### [What the task requires]
For every line in the records that has the word "data", make a copy.

### [Record excerpts]
────────────────

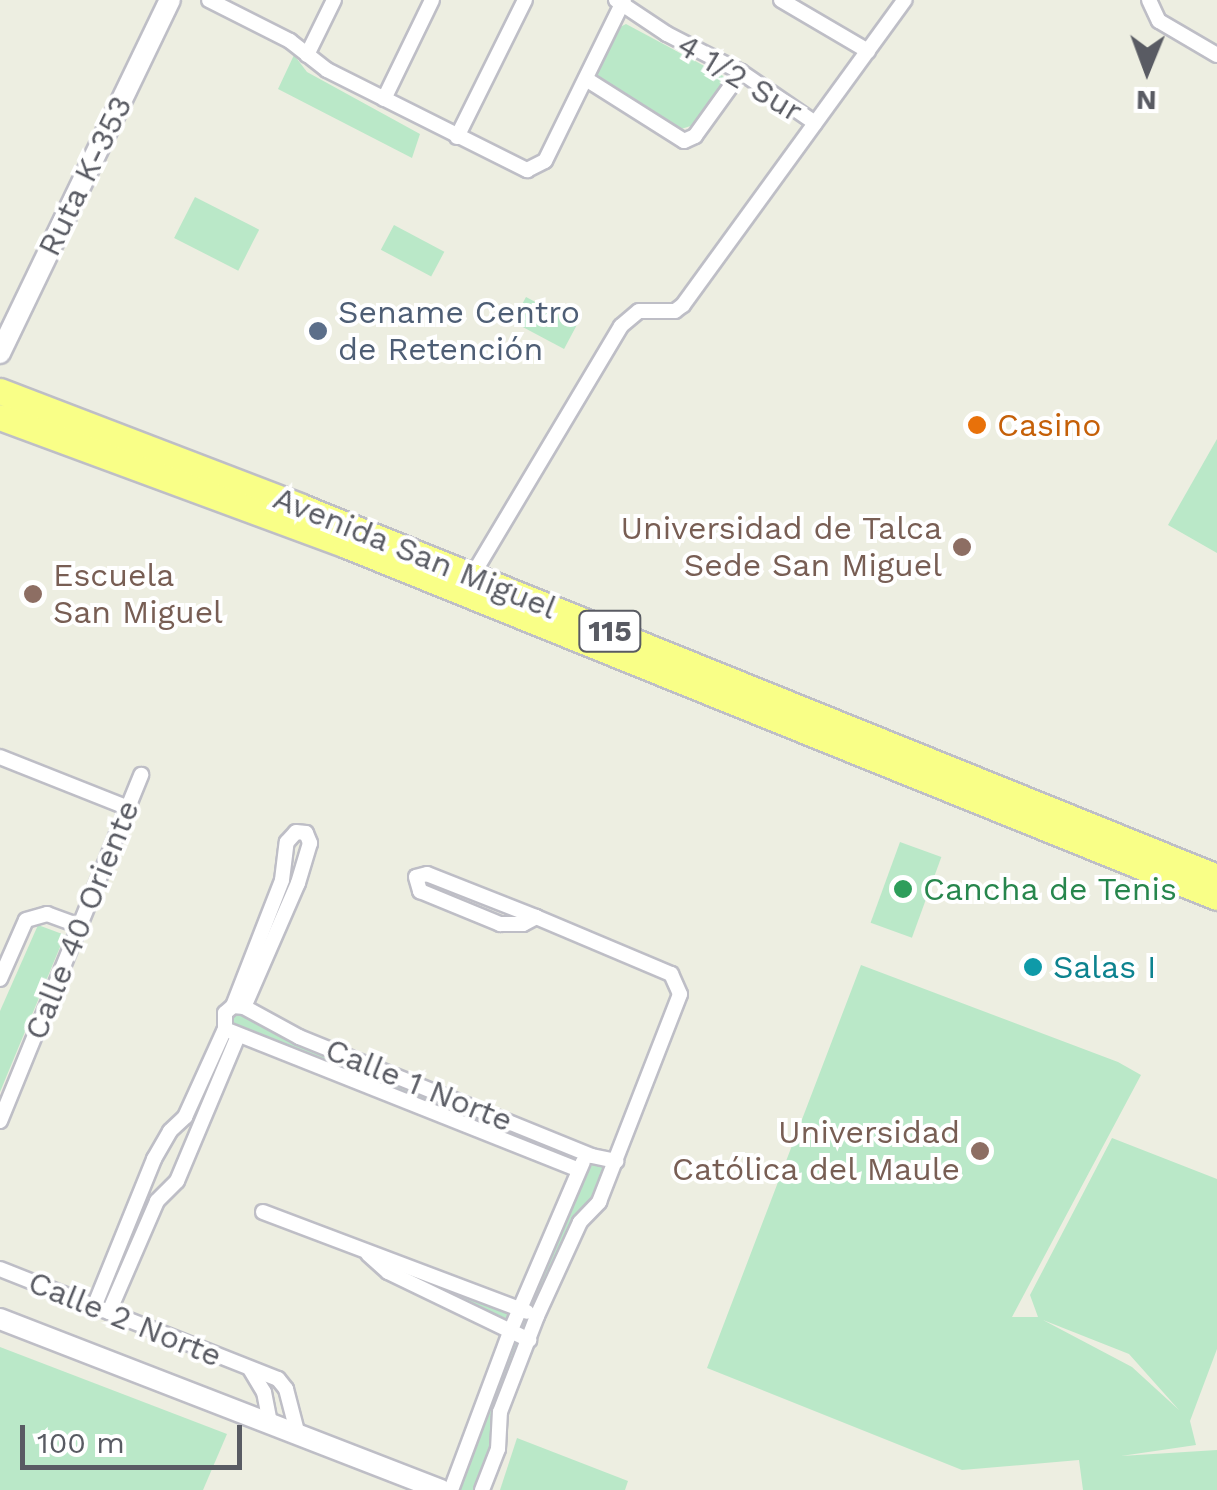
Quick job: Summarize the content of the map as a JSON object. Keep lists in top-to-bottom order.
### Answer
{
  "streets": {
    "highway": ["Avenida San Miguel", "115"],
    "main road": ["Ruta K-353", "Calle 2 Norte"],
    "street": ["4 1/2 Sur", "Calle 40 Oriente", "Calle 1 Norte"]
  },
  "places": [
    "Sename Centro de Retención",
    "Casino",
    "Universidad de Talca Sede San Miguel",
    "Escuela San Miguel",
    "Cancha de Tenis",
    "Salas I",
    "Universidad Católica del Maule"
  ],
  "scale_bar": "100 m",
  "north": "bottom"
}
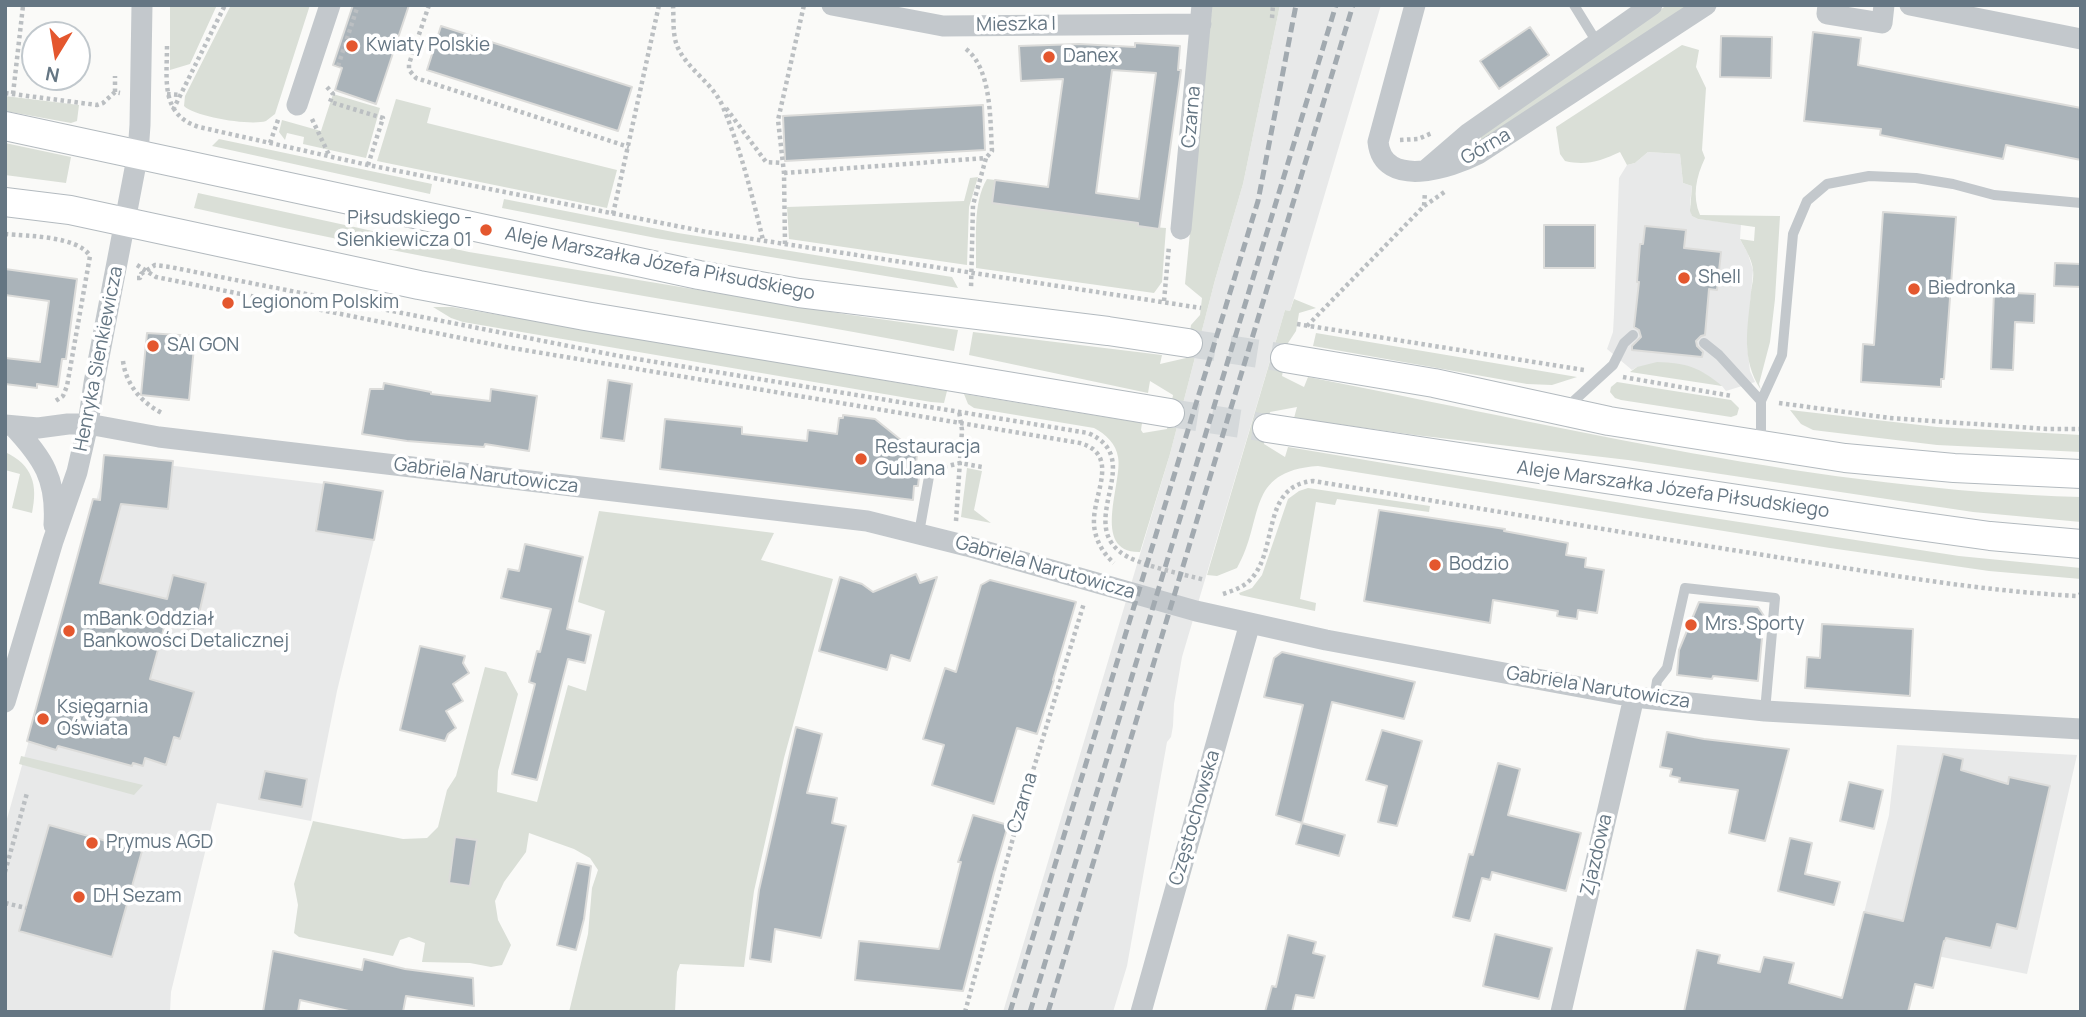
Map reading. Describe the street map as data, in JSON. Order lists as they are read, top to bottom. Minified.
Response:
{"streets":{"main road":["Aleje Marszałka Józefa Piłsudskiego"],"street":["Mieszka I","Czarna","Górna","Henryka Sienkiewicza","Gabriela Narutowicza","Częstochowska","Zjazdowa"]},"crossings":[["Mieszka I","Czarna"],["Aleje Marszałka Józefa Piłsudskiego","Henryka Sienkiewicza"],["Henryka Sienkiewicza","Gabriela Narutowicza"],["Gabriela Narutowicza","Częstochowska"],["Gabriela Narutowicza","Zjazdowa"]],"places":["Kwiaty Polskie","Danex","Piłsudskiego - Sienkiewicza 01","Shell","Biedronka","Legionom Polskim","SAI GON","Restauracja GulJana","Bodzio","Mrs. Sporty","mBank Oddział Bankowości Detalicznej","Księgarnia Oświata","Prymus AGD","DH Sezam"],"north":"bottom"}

────────────────

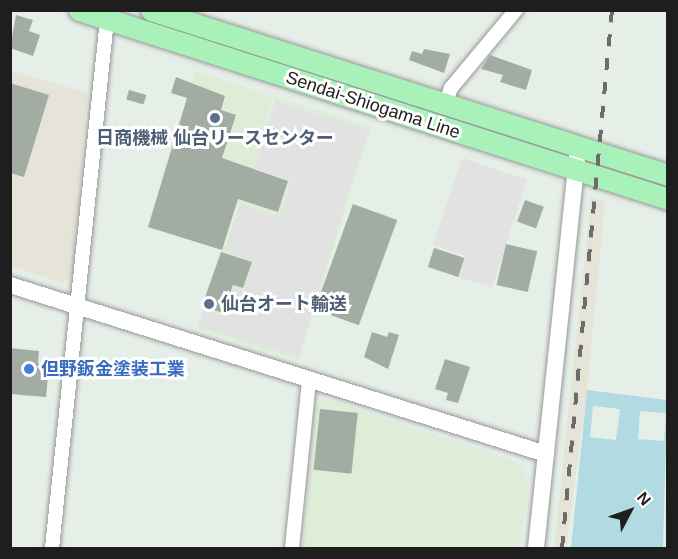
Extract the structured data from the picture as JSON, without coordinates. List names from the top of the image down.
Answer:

────────────────

### [Response area]
Map reading. Describe the street map as data, in JSON. Order lists as they are read, top to bottom. Minified.
Extract the structured data from the picture as JSON, without coordinates. List names from the top of the image down.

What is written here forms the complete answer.